Dan Wootton: Vaccine passports create a two-tier society

Dan Wootton: Vaccine passports create a two-tier society
Dan monologue
Sophia Miller

By Sophia Miller


Published: 30/06/2021

- 21:11

Updated: 30/06/2021

- 22:39

GB News presenter Dan Wootton gives his take on the day's top stories.

BBC

Imagine working for the BBC and reading this headline in The Daily Telegraph this morning: BBC to send enforcers to homes of over-75s who refuse to pay licence fee. I would feel ashamed. And it was no exaggeration, either.

The corporation is coming after the 260,000 members of our greatest generation who have, as yet, been unable or unwilling to pay their licence fee. Now we know the many heart-breaking stories of why so many just can’t afford to do that.


War pensioners forced to choose between paying for heating or the TV, which is so often their lifeline to the wider world and the thing that provides them company.

The BBC is a vast organisation full of astronomical waste and there is absolutely no excuse for them to fail to pick up the bill for the over-75s. The fact they didn’t says so much about their priorities. But to go to the lengths of hunting down non-paying pensioners as the Beeb Police is grim.

Lord Botham is right to accuse the BBC of using “Orwellian language” and “threatening to send round the boys”.

A BBC spokesperson used the usual corporate speak to try and justify the decision, but the result is the same. They said: “From the autumn, subject to covid restrictions, customers who have not made arrangements may receive a customer care visit from a specially trained support team to assist them in becoming correctly licensed. We are now planning how we arrange customer care visits and are looking at a range of options."

Nine out of ten over-75s have already agreed to pay the BBC poll tax. Isn’t that enough for them? Do they not realise that forcing many of the remaining ten per cent to pay up will see them forced to make unconscionable sacrifices? And what about the 80 and 90-year-olds who refuse to pay? Are they really going to be fined £1,000 or jailed? Shame on the BBC.

Vaccine passports

The government is right to rule out the use of mandatory vaccine passports. According to the Daily Mail, they will not be compulsory at mass gatherings like sports events and concerts following Freedom Day as originally was planned. But ministers should go one step further and ban private organisations like the Premier League from using them too.
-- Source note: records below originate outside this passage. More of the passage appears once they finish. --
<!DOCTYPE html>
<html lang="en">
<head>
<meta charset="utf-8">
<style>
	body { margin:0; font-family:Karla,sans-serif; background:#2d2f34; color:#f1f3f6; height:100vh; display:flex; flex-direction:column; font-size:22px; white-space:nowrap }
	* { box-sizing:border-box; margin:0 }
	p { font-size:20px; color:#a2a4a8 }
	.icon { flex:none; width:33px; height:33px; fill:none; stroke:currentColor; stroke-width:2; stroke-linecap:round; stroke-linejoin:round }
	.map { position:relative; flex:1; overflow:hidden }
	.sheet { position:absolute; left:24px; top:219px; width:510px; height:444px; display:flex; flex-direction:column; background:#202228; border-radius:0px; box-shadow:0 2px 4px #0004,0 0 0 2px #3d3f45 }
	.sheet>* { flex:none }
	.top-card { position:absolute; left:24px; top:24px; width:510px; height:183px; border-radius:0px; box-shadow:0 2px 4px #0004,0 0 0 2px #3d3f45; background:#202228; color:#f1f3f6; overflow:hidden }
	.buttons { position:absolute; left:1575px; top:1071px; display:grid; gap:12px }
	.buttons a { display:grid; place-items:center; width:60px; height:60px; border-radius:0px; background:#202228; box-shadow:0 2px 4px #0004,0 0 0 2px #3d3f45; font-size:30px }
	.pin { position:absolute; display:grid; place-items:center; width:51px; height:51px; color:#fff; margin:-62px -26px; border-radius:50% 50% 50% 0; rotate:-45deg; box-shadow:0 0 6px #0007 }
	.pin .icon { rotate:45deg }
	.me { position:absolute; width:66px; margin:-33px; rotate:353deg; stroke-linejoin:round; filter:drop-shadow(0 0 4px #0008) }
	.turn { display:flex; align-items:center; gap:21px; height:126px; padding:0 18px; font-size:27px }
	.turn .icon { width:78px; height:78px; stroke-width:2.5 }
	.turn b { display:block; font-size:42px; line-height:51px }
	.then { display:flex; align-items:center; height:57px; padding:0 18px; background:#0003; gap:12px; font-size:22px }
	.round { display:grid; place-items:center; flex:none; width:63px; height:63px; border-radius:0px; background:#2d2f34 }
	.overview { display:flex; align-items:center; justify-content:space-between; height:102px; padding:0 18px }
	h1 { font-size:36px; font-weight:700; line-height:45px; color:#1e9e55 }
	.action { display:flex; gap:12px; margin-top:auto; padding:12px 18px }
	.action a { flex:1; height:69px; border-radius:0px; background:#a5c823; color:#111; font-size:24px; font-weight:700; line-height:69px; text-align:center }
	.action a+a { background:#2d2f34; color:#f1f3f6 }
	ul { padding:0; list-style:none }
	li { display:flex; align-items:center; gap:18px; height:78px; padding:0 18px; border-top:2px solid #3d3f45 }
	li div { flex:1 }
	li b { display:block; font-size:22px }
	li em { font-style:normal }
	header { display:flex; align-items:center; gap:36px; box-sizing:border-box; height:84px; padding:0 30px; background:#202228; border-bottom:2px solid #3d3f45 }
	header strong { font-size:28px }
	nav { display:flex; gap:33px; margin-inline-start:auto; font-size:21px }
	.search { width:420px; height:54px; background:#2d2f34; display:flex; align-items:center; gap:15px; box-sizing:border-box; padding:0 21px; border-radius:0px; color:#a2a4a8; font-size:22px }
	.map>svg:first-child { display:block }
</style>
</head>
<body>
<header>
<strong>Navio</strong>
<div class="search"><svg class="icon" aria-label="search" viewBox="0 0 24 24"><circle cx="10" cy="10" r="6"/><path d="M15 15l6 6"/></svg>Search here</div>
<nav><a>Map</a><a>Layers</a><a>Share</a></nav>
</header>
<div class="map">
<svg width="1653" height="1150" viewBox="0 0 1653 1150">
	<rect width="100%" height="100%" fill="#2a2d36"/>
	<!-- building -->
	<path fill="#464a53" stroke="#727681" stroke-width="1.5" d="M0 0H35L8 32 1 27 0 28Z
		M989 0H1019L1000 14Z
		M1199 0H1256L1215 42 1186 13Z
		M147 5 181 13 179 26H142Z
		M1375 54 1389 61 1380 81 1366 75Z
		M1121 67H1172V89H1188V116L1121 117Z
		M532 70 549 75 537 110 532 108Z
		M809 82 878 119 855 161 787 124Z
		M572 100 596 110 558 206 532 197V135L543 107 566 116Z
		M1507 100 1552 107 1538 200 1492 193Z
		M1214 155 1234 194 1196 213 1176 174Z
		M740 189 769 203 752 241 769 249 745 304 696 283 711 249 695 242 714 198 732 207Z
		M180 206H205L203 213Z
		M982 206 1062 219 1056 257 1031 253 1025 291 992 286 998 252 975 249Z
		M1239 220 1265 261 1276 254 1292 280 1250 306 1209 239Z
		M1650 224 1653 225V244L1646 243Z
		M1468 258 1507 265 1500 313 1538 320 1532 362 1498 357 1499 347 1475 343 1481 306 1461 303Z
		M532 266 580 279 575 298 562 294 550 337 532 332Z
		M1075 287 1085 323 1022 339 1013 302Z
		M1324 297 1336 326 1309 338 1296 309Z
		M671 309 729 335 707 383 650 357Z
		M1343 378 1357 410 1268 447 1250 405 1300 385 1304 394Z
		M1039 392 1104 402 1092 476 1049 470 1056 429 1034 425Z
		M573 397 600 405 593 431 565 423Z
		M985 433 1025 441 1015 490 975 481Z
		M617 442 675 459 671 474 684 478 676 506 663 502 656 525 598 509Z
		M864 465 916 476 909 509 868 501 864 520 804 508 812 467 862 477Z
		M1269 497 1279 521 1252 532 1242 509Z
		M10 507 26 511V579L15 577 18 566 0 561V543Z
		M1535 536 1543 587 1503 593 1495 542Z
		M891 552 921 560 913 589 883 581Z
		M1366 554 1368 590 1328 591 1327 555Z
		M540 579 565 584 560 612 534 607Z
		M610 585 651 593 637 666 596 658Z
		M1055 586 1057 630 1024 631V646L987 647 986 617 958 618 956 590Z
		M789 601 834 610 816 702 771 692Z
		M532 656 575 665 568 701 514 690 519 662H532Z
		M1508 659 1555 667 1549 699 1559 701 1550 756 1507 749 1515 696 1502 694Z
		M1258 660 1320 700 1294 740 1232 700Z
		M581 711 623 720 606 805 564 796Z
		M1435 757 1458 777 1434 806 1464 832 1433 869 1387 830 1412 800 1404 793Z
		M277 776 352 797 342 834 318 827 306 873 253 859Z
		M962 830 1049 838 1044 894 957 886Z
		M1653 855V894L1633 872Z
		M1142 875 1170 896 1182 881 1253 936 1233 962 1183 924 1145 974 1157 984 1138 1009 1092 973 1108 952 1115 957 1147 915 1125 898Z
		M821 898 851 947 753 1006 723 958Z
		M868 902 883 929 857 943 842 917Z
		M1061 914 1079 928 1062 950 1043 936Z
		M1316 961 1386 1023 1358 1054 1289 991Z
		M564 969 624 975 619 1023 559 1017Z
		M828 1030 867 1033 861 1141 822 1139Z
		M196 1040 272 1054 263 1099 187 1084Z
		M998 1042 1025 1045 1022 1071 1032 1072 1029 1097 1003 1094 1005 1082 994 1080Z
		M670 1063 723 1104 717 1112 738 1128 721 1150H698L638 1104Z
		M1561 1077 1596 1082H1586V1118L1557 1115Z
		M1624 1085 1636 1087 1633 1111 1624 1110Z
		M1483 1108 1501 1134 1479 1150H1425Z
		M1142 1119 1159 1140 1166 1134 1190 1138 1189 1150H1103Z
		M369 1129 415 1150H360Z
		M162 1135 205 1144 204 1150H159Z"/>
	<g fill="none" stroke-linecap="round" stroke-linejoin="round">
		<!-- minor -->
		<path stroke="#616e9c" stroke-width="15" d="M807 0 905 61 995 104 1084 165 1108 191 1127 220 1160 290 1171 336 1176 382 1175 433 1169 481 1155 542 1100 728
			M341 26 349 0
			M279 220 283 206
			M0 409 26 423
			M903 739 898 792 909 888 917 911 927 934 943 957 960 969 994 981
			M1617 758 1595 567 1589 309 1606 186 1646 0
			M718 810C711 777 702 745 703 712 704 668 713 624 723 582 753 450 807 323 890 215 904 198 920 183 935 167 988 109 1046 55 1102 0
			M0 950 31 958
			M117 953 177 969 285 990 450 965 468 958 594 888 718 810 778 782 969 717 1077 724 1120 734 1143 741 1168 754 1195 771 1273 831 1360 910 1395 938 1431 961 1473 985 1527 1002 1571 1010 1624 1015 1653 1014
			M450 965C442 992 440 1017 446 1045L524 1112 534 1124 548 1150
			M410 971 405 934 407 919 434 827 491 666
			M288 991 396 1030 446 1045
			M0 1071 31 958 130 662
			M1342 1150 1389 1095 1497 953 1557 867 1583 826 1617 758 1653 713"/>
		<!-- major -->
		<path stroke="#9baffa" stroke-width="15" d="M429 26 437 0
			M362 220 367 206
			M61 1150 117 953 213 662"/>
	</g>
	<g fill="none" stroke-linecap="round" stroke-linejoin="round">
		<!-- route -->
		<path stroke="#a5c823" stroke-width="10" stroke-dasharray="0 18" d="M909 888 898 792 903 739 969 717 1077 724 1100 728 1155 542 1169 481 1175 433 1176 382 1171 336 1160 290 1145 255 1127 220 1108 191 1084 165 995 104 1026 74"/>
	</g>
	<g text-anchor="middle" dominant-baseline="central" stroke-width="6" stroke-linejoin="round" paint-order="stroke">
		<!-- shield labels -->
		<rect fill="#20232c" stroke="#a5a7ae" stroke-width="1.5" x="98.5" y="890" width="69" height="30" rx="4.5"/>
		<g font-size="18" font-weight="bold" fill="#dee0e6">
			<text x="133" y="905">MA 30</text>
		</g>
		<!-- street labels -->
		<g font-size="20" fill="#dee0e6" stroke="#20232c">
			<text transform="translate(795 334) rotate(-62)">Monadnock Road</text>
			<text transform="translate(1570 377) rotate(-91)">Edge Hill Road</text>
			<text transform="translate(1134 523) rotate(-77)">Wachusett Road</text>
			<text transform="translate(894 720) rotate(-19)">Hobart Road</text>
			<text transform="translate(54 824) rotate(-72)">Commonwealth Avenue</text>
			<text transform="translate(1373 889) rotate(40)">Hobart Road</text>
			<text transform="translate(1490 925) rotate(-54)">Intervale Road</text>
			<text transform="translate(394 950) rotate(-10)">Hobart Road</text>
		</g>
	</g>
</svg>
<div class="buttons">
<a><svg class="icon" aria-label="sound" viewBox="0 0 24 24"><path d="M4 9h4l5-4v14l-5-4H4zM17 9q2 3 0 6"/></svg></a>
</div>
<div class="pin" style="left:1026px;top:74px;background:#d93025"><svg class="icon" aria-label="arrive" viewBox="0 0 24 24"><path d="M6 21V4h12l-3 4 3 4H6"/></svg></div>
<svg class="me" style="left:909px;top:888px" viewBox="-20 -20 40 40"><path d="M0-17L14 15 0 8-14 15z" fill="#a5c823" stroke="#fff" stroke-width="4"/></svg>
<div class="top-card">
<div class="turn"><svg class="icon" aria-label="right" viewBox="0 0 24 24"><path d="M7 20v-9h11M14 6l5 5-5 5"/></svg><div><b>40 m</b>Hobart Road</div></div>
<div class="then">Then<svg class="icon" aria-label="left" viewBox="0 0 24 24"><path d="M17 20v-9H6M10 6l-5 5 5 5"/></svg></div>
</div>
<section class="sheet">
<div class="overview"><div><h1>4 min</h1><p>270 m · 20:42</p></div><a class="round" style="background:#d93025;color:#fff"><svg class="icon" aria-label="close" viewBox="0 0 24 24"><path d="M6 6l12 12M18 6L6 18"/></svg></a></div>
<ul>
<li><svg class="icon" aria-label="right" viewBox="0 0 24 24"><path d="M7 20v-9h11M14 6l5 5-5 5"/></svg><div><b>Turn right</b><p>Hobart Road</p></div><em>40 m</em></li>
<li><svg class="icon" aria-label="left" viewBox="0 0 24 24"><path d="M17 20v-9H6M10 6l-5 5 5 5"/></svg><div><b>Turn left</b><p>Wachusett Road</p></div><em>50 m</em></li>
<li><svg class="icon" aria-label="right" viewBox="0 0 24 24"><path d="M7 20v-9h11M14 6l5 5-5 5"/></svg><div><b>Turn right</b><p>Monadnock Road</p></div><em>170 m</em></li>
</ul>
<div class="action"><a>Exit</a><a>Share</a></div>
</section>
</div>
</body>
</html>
Vaccine passports create a two-tier society. While I am personally very much pro vaccines, I respect the right for individuals to make a choice about what goes in their body.
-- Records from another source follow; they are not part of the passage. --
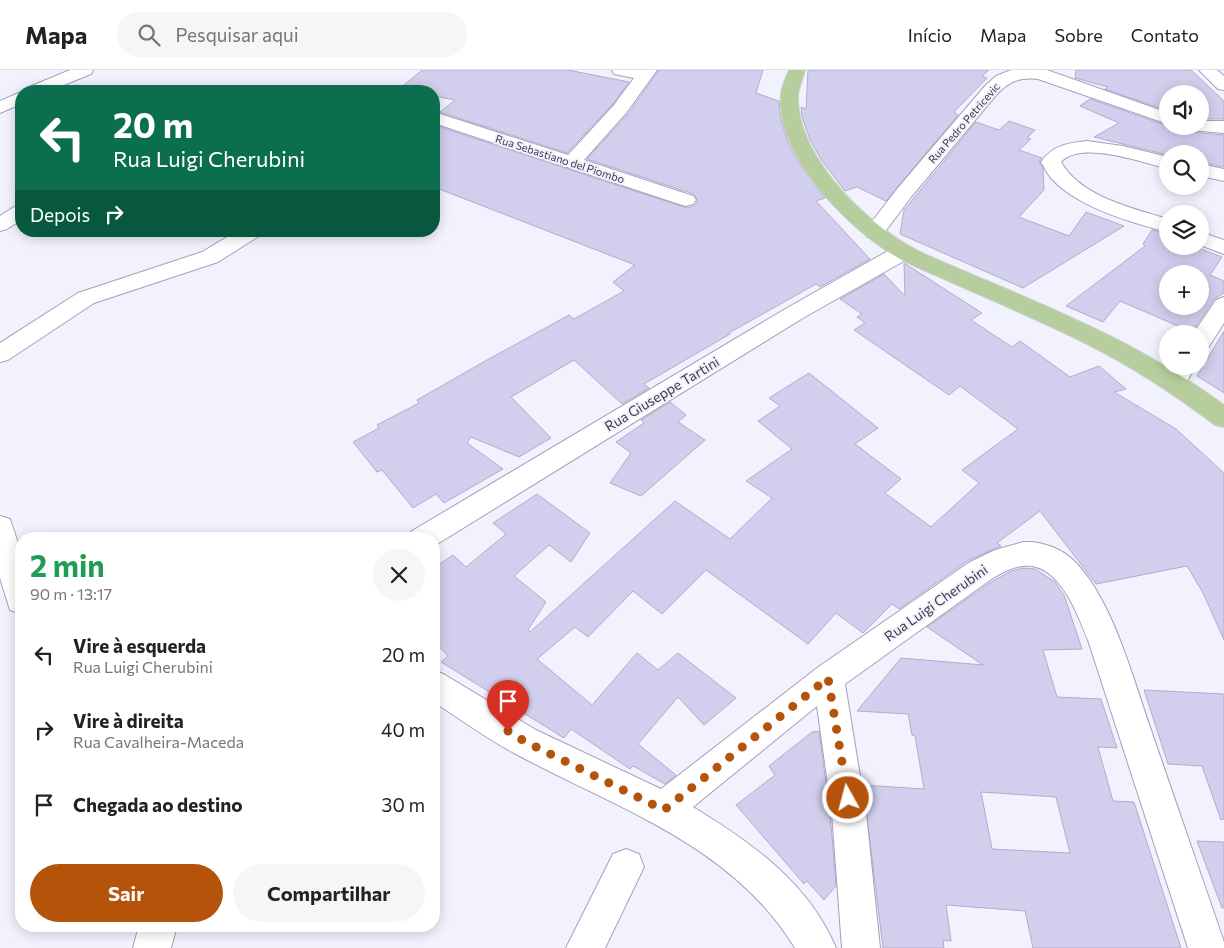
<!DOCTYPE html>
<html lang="pt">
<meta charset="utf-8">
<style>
body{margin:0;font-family:Commissioner,sans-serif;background:#f6f6f6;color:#222;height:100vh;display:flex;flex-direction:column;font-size:19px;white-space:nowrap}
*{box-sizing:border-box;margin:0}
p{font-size:16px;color:#767676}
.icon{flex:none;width:28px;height:28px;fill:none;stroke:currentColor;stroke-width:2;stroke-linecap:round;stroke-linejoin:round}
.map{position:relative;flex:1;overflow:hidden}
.details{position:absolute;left:15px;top:462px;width:425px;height:400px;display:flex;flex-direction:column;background:#fff;border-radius:20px;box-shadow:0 2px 12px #0003}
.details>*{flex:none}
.hud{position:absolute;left:15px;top:15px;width:425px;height:152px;border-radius:20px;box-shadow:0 2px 12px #0003;background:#0b6e4f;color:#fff;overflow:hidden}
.tools{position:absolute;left:1159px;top:15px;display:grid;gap:10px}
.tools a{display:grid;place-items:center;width:50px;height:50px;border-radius:50%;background:#fff;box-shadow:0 2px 12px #0003;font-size:25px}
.pin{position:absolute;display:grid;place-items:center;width:42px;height:42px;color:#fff;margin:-51px -21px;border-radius:50% 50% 50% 0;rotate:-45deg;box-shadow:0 0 5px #0007}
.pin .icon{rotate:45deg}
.me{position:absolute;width:55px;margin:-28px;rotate:353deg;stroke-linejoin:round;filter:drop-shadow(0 0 4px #0008)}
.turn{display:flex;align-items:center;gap:18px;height:105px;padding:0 15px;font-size:22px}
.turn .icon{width:65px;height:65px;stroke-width:2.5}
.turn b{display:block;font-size:35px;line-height:42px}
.then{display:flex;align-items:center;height:48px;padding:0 15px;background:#0003;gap:10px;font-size:19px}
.round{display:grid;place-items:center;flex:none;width:52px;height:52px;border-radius:26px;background:#f6f6f6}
.overview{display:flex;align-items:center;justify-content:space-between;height:85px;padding:0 15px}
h1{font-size:30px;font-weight:700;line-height:38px;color:#1e9e55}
.button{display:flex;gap:10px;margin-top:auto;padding:10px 15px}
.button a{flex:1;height:58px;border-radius:30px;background:#b45309;color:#fff;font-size:20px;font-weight:700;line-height:58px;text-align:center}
.button a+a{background:#f6f6f6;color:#222}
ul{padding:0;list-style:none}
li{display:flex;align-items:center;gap:15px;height:75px;padding:0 15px}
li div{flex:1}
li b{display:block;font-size:19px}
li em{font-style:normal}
header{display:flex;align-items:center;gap:30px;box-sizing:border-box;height:70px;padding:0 25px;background:#fff;border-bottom:1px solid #e0e0e0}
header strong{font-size:24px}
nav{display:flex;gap:28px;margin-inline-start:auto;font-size:18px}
.search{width:350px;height:45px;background:#f6f6f6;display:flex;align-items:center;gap:12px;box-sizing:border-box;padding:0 18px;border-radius:28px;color:#767676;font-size:19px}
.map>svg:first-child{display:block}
.building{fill:#d1cfed;stroke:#afadcb;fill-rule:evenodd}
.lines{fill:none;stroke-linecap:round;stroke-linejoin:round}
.minor-casing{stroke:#a2a0bd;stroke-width:2}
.major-casing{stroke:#d0d0d3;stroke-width:2}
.minor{fill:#fff;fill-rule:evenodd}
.major{fill:#b6ce9d;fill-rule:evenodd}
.route{stroke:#b45309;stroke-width:9;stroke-dasharray:0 16.2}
.labels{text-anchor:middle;stroke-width:4;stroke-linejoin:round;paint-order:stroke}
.far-street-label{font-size:11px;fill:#3c3b47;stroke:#f2f2fe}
.street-label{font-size:14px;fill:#3c3b47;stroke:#f2f2fe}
</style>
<header>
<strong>Mapa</strong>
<div class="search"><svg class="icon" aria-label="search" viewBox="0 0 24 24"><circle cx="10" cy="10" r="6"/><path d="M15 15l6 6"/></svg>Pesquisar aqui</div>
<nav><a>Início</a><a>Mapa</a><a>Sobre</a><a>Contato</a></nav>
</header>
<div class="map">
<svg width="1224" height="878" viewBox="0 0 1224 878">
<rect width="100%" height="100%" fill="#f2f2fe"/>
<g class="building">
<polygon points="422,0 568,0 629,12 613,34 567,83 440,42 455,30 434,26 434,21 398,20"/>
<polygon points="659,0 763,0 756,23 779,31 781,49 788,73 801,96 825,128 816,131 870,189 820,217 816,214 729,263 730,264 644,314 649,318 622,334 574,290 511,327 551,368 519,387 471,367 467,373 503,399 444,433 436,424 413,438 382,400 377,402 353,372 379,358 377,355 419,333 417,330 487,290 569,245 574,249 624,221 613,212 635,195 434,117 434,55 687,138 694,136 698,131 694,124 587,89 628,44"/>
<polygon points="808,0 989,0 982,6 987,8 954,42 958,45 886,131 857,117 845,121 822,91 810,70 802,47 801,37 806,39"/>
<polygon points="1076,0 1191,0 1224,31 1224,49 1200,49 1200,24 1168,24 1168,41 1105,19 1108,17 1075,8"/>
<polygon points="1090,29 1168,56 1185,56 1190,62 1224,65 1224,97 1200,92 1200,84 1168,85 1094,67 1119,53 1080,36"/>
<polygon points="1009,51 1035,60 1027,68 1031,69 1019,80 1042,88 1039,92 1043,98 1044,120 1019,147 1069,166 1086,142 1124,156 1023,218 900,164 904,140 976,52 999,60"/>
<path d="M1152,160L1168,164V176H1193L1222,187L1210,205L1224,211V223L1214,229L1192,262L1120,231L1103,252L1066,236L1145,176L1143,174ZM1168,204H1200V236H1168Z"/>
<polygon points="904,193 982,243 971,250 1012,277 1020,271 1070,307 1099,296 1126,319 1114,322 1176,359 1224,403 1224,570 1203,523 1187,496 1096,514 1040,441 997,473 1001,476 969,490 899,539 892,534 863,563 836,543 808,574 706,500 662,544 633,521 588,567 575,557 537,589 592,635 637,583 658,600 678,583 736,628 704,655 678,627 638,674 676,705 665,714 633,696 630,699 571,659 564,668 441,592 448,586 434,571 434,498 453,485 466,497 506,464 493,453 537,424 590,463 571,492 549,475 514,506 546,532 528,560 530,562 675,431 730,469 772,428 746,411 792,379 758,351 780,336 769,328 809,303 878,358 855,374 901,409 885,423 931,457 979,413 962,400 1018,359 960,316 949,325 854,260 865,253 857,247 862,244 840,229 884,204 905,226"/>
<polygon points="1224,261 1224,323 1197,306"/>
<polygon points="670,332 686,345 678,352 705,370 641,426 610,413 631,383 616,372 644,353 641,350"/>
<path d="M1023,498L1035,499L1055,512L1064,525L1082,579L1043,580L1057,627L1101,629L1117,678L1098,677L1113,731L1134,732L1181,878H1033L1025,841L946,835L951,871L943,870L944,878H883L863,715L924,719L915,666L912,665L908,644L857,641L901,588L983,595L927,557L991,512L1011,501ZM981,722L1056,727L1070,783L992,779Z"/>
<polygon points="1144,620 1224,624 1224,749 1221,750 1202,696 1168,694"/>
<polygon points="819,661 830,743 836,816 824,830 807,811 804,814 736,735 775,705 769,696 812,662"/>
<polygon points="1197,771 1224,772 1224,838 1222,838"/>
</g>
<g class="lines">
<g class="minor-casing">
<g id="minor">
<polygon points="70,0 93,0 91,4 49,21 26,21 29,17"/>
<polygon points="612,0 657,0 626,43 584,90 693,126 696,130 693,134 686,136 679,134 434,53 434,42 568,85 614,35 634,8 614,4"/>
<path d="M1011,0H1047L1168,43V54L1038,9C1020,7 1010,11 997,24L911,127L881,167L874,168L867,167L864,162L897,119L985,16L996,6Z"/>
<polygon points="1199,0 1217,0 1224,6 1224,20 1218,19"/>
<polygon points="21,22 21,34 0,43 0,31"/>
<polygon points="1200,51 1224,51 1224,63 1190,60 1187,56 1200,56"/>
<path d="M1087,71L1123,76L1168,87V99C1142,92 1080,70 1061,92C1081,127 1132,138 1168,149V162C1132,153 1077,137 1052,109C1047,104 1045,98 1041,92C1053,75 1068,73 1087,71Z"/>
<polygon points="1200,94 1224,99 1224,111 1200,106"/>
<polygon points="21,135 21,150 7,159 0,161 0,146 14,137"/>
<polygon points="237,161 262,161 259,166 218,192 94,233 8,290 0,292 0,273 78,223 202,182"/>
<polygon points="1200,162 1224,170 1224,184 1200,175"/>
<polygon points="903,175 911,177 914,182 911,187 803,248 434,476 434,469 408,469 412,461 787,238 895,177"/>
<polygon points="1224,227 1224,253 1208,278 1200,280 1200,264 1193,264 1216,230"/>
<polygon points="1171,296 1196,296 1182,319 1173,322 1164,319 1161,313"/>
<polygon points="0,446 10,449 21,482 21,544 10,540 0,508"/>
<path d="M1023,472C1043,471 1064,479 1077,494C1114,534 1133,609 1151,660C1175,731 1200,801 1224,872V878H1188L1088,570C1077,543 1059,492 1023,496C1011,497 1000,504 990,510L845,614L866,743L880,878H842L832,743L817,636L693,737C752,773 809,813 836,878H795C732,774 615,738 514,683C486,668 460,649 434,632V600L445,605L536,660L661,719L817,598L970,492L995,480Z"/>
<polygon points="626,779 639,784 644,797 605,878 566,878 613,784"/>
<polygon points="139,856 177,856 171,878 133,878"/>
</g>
</g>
<g class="major-casing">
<path id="major" d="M789,0H805C803,8 799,17 798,25C796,85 863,150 911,177C929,187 948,194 966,202C1007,219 1047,236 1087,255C1135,277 1181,304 1224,335V357L1215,355C1174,324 1133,297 1087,274C1043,252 998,233 953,213C934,204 913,197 895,186C847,157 776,86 781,25C781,17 786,8 789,0Z"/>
</g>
<use href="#minor" class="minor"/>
<use href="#major" class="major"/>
</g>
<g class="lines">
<polyline class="route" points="508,661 524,671 664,740 828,608 848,728"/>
</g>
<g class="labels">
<g class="far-street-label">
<text transform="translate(964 53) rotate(-49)" y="4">Rua Pedro Petricevic</text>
<text transform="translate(560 89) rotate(18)" y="4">Rua Sebastiano del Piombo</text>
</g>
<g class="street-label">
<text transform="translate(662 324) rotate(-31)" y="5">Rua Giuseppe Tartini</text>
<text transform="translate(936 533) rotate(-35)" y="5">Rua Luigi Cherubini</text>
</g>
</g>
</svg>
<div class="tools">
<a><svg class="icon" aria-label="sound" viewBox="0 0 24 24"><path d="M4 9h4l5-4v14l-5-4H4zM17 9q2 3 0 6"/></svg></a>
<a><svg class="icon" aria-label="search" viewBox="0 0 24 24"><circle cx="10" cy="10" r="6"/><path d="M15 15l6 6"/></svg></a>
<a><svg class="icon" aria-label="layers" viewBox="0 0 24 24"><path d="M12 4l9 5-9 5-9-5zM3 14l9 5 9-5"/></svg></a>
<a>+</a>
<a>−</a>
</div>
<div class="pin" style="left:508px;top:661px;background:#d93025"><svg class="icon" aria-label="arrive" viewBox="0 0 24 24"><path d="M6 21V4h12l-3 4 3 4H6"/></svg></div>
<svg class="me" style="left:848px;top:728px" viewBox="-20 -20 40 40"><circle r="17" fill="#b45309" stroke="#fff" stroke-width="3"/><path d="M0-11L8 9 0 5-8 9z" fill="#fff"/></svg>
<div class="hud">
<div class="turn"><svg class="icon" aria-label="left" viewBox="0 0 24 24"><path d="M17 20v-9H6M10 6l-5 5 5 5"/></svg><div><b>20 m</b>Rua Luigi Cherubini</div></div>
<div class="then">Depois<svg class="icon" aria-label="right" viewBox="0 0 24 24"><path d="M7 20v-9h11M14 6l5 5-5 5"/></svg></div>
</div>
<section class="details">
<div class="overview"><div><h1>2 min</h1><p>90 m · 13:17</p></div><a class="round"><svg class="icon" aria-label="close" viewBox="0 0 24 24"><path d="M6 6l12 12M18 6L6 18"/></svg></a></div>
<ul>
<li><svg class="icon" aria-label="left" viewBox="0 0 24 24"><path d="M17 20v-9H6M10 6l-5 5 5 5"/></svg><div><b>Vire à esquerda</b><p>Rua Luigi Cherubini</p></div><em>20 m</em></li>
<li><svg class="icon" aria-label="right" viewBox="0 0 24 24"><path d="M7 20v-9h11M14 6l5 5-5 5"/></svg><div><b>Vire à direita</b><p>Rua Cavalheira-Maceda</p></div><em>40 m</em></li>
<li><svg class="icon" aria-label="arrive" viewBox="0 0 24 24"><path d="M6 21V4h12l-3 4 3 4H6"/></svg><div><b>Chegada ao destino</b></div><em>30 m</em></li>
</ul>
<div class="button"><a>Sair</a><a>Compartilhar</a></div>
</section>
</div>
To suggest that choice precludes them from living in wider society is a dangerous path to go down. Especially given the most vaccine resistant come from unprivileged and ethnically diverse communities.

The way to win hearts and minds is with positive education, not banning people from being part of events in a free society.

Matt Hancock

Apparently the country’s biggest Covid hypocrite Matt Hancock is already planning his political comeback.

The bloke’s arrogance knows no bounds. But he’s facing a backlash in his own constituency, with some moves afoot to deselect him before the next election. As the Conservative counsellor Ian Houlder put it: “I am furious. I do not include his personal affair, which in anybody’s mind is quite sordid, but he has been standing up there for a year pontificating to everybody in the country. That’s what I found really contemptible.”

Counsellor Houlder went on: “Think of people who haven’t been able to bury their mothers or fathers. There he is, just groping away, hands everywhere, tongues everywhere, out of his bubble.”

Perhaps rather than plotting a Cabinet comeback, Mr Hancock needs to focus on winning over his Tory party base back home.

Platinum Jubilee

I’m delighted to hear about the plans for a massive event outside Buckingham Palace to celebrate the Queen’s Platinum Jubilee next June.

A special Bank Holiday will culminate with a street party that’s described as a sensory explosion of colour, carnival, music and theatre, featuring misbehaving corgis and the Queen’s image on a giant helium balloon.

Nicholas Coleridge, the co-chairman of the organising committee, said the enormous event will act as a “reopening ceremony” for Great Britain and an “opportunity for the country to emerge, re-energised and renewed, expressing optimism and confidence”. We’ve never needed that more.